In a jaw-dropping article published by The Wall Street Journal – ‘Hospitals Retreat From Early Covid Treatment and Return to Basics’ – physicians admit to ventilating patients who did not need it as a step in their protocol – get this – not as a treatment that was likely to benefit the patient, but rather as a fruitless and callous way of attempting to stop the spread of covid-19.
Last spring, with less known about the disease, doctors often pre-emptively put patients on ventilators or gave powerful sedatives largely abandoned in recent years. The aim was to save the seriously ill and protect hospital staff from Covid-19.
Now hospital treatment for the most critically ill looks more like it did before the pandemic. Doctors hold off longer before placing patients on ventilators. Patients get less powerful sedatives, with doctors checking more frequently to see if they can halt the drugs entirely and dialling back how much air ventilators push into patients’ lungs with each breath.
“We were intubating sick patients very early. Not for the patient’s benefit, but to control the epidemic and to save other patients,” Dr. Iwashyna said “That felt awful.”
Yes, euthanising humans is illegal. Especially for the benefit of other patients. It should feel awful.
Last spring, doctors put patients on ventilators partly to limit contagion at a time when it was less clear how the virus spread when protective masks and gowns were in short supply. Doctors could have employed other kinds of breathing support devices that don’t require risky sedation, but early reports suggested patients using them could spray dangerous amounts of virus into the air, said Theodore Iwashyna, a critical-care physician at University of Michigan and Department of Veterans Affairs hospitals in Ann Arbor, Mich.

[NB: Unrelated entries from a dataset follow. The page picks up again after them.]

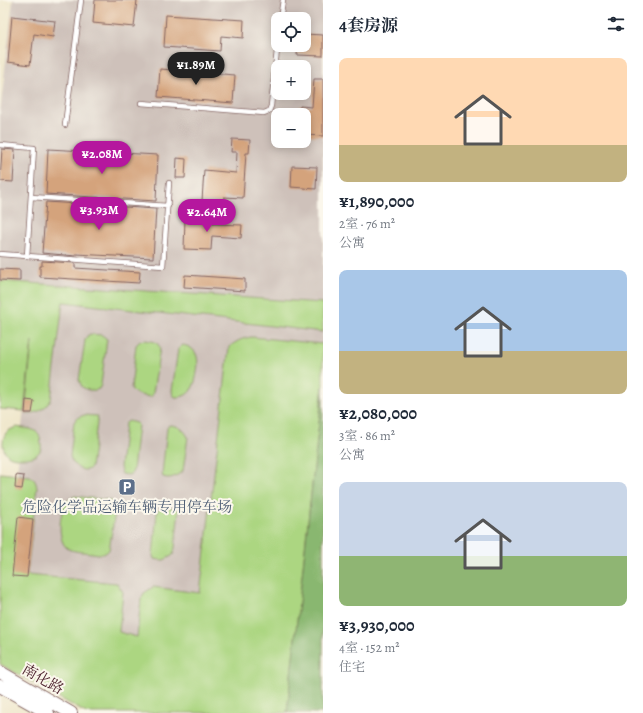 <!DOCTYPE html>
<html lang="zh">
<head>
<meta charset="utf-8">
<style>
  :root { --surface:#fff; --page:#f6f6f7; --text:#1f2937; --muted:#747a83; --accent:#b5179e }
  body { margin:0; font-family:Alegreya,"Noto Serif SC",serif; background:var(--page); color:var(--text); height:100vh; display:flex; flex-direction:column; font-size:15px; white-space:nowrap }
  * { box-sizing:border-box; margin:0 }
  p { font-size:13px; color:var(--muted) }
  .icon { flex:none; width:22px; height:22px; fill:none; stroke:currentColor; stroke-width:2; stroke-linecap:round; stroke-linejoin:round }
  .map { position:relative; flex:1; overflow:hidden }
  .sheet { display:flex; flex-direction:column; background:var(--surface); width:320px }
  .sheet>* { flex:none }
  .controls { position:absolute; left:271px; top:12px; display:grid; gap:8px }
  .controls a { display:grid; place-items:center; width:40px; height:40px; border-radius:8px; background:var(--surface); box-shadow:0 2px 10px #0003; font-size:20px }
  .price { position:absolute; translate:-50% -34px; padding:0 9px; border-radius:14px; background:var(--accent); color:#fff; font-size:13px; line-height:26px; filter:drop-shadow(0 1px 2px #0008) }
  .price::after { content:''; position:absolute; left:50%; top:24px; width:12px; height:9px; margin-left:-6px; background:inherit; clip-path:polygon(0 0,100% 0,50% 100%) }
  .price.on { background:#222; color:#fff }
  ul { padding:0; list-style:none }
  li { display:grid; align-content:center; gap:8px; height:212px; padding:0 16px }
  li span { display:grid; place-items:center; height:124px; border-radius:8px; color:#555 }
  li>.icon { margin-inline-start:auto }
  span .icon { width:72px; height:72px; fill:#fffc; stroke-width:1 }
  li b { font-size:17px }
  h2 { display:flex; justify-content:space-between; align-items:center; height:48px; padding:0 16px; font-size:17px }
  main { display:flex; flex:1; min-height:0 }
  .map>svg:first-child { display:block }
  .industrial { fill:#cec1ba; fill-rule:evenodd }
  .green { fill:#acd681; stroke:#7b7a56 }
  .forest { fill:#89b76f; stroke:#6a6b4d }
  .building { fill:#d4a37b }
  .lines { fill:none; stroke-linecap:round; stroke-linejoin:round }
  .lane-casing { stroke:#846562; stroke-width:6 }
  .secondary-casing { stroke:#846562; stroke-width:14 }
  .lane { stroke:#fff; stroke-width:4.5 }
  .secondary { stroke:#fff; stroke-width:12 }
  .labels { text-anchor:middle; stroke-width:4; stroke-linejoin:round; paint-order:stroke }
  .service-label { font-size:15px; fill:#4e5e75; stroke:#fbf7ec }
  .street-label { font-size:15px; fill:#4a1f2b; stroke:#fbf7ec }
</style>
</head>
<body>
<main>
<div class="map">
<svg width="323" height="713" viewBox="0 0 323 713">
  <rect width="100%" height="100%" fill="#fbf7ec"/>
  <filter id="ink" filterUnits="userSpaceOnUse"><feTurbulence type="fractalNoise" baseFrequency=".025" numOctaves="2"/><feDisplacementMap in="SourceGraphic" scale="8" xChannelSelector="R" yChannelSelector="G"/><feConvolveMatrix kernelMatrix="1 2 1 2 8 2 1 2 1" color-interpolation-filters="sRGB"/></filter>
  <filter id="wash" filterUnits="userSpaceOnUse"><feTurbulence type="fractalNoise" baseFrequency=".012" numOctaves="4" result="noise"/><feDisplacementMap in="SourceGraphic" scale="16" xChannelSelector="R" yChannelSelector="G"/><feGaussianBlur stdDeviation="0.9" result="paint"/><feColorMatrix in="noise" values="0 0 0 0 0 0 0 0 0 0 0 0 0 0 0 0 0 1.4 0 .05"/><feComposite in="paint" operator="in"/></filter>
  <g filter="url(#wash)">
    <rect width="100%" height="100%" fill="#efe6c9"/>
    <path class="industrial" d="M13,0H323V386L290,684L3,596L38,284L0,281V113ZM278,19H304V45H278ZM278,67H304V93H278ZM278,115H304V141H278Z"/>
    <path class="green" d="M0,281L323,303V332L63,302L51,400C44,410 37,414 25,413L32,341L24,411L0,409Z
      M90,334L102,335L107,339L101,385L99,389C93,391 88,391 82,387L79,380L85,340L87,336Z
      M252,337L323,344V386L287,713H86L0,664V473L30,476C34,478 36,482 37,487L27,575L117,583L123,592L119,632L137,637L141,599L144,593L153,587L200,593L229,347C237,341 242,338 252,337Z
      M145,340C151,341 158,341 160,348L153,393L152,396L150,397C143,395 134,396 131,388L136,345L140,341Z
      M183,345C198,348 199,359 197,372C195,385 191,398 175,397L173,395L172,391L178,349L180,347Z
      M84,415L98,416L91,468C82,474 72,465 70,456L74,422L77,418Z
      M129,421L136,423L138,425L133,471L131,474L128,475L122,474L121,472L120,467L125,424L127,422Z
      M169,425C178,425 184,429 188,437L183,471C176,476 171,480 163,477L162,474L167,428Z
      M16,427C29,429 40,427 41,444C42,449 40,452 36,455C32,458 27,458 22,458C18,458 13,458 9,456C2,451 1,440 6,433C8,430 12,429 16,427Z
      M75,496L108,500L114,502L116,506L109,550C104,556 99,554 92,553C84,552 73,552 67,548C57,541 59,512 66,503C68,500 71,498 75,496Z
      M163,507H168L179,509L175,548L173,555L170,557L164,560H160L154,559L153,556L157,511L160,508Z"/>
    <path class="forest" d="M323,386V713H287L290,684Z"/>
    <g id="blocks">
      <path class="building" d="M95,0H137L134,27L93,23Z
        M166,15L244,20L243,38L221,36L220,51L164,47Z
        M12,16L55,21L53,37L34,34L30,65L8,62Z
        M304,34L323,35V56L297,55L298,45H304Z
        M160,69L235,75L233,103L158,97Z
        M314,79H323V136L304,135V115H299L300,106L312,107Z
        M232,139L250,140L249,153H246L243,198L224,197V203L202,201L204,170L236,173L237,152H231Z
        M2,149L15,150L13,182L0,181Z
        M48,149L158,155L156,201L46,194Z
        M177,158L186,159L185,178H176Z
        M292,166L317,167L316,189L291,187Z
        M46,202L156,209L153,258L76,254V256L42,253Z
        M185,219L213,220V224L242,225L241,238L212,236L211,250L184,249Z
        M42,261L75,263V268L140,272L139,283L40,277V266H42Z
        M0,269L20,270V281L0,280Z
        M185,275L245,279V291L184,287Z
        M26,400L34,401L32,413H25Z
        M16,475L24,476L22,489L15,488Z
        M18,517L33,519L27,577L12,576Z"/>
    </g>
  </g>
  <g filter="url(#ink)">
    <use href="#blocks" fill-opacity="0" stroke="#846562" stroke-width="1"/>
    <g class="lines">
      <g class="lane-casing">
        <path id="lane" d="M280,19L283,0
          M141,103L264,113L269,111L271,106L278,41
          M65,125L81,0
          M0,145L34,148L27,256
          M31,197L168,206
          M0,254L163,266L169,183"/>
      </g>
      <g class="secondary-casing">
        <path id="secondary" d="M0,672L71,713
          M0,686L48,713"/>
      </g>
      <use href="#lane" class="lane"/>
      <use href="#secondary" class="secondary"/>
    </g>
  </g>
  <defs>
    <g id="parking-square" transform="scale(0.9)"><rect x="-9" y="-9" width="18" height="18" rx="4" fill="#5c6f8a" stroke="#fbf7ec"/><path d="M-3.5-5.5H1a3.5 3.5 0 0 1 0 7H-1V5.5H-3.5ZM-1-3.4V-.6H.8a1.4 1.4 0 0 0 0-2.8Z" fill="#fff"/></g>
  </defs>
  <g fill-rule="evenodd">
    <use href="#parking-square" x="127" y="487"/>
  </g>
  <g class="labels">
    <g class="service-label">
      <text x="127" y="512">危险化学品运输车辆专用停车场</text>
    </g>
    <g class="street-label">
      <text transform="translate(43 679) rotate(30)" y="5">南化路</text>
    </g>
  </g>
</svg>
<div class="controls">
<a><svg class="icon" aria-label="locate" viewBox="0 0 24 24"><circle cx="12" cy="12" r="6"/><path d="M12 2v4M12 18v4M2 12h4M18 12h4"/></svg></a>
<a>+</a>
<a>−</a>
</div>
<b class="price on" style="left:196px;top:86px">¥1.89M</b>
<b class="price" style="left:102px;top:175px">¥2.08M</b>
<b class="price" style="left:99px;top:231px">¥3.93M</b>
<b class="price" style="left:207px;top:233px">¥2.64M</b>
</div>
<section class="sheet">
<h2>4套房源<svg class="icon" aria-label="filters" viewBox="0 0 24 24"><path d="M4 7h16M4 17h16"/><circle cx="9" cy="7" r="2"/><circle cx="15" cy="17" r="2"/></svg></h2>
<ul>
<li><span style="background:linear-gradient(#ffd9b3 70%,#c2b280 0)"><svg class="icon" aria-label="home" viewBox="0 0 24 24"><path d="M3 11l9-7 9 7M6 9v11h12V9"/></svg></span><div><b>¥1,890,000</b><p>2室 · 76 m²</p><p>公寓</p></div></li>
<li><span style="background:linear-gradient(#a9c7e8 65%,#c2b280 0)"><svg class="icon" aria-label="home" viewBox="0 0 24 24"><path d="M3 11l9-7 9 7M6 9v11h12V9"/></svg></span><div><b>¥2,080,000</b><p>3室 · 86 m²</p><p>公寓</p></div></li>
<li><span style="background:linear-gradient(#c9d6e8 60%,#8fb573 0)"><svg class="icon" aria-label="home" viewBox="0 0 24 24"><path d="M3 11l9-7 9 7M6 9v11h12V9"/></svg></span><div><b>¥3,930,000</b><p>4室 · 152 m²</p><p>住宅</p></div></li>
</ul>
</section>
</main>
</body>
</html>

Subsequent research found the alternative devices to ventilators, such as delivering oxygen through nasal tubes, weren’t as risky to caretakers as believed. Doctors also gained experience with covid-19 patients, learning to spot signs of who might suddenly turn seriously ill, some said.
The WSJ article describes a study conducted that now allows doctors to predict who needs a ventilator and who does not:
It found more doctors now follow the pre-pandemic protocols, which have reduced the number of deaths and shortened the time patients spend on ventilators, HCA’s chief medical officer said.
Before the pandemic, between about 30% to more than 40% of ventilator patients died, according to research. Numbers were sharply higher in the pandemic’s early hot spot in Wuhan, China. As the pandemic grew, hospitals in the US reported death rates in some cases of about 50% for ventilated covid-19 patients.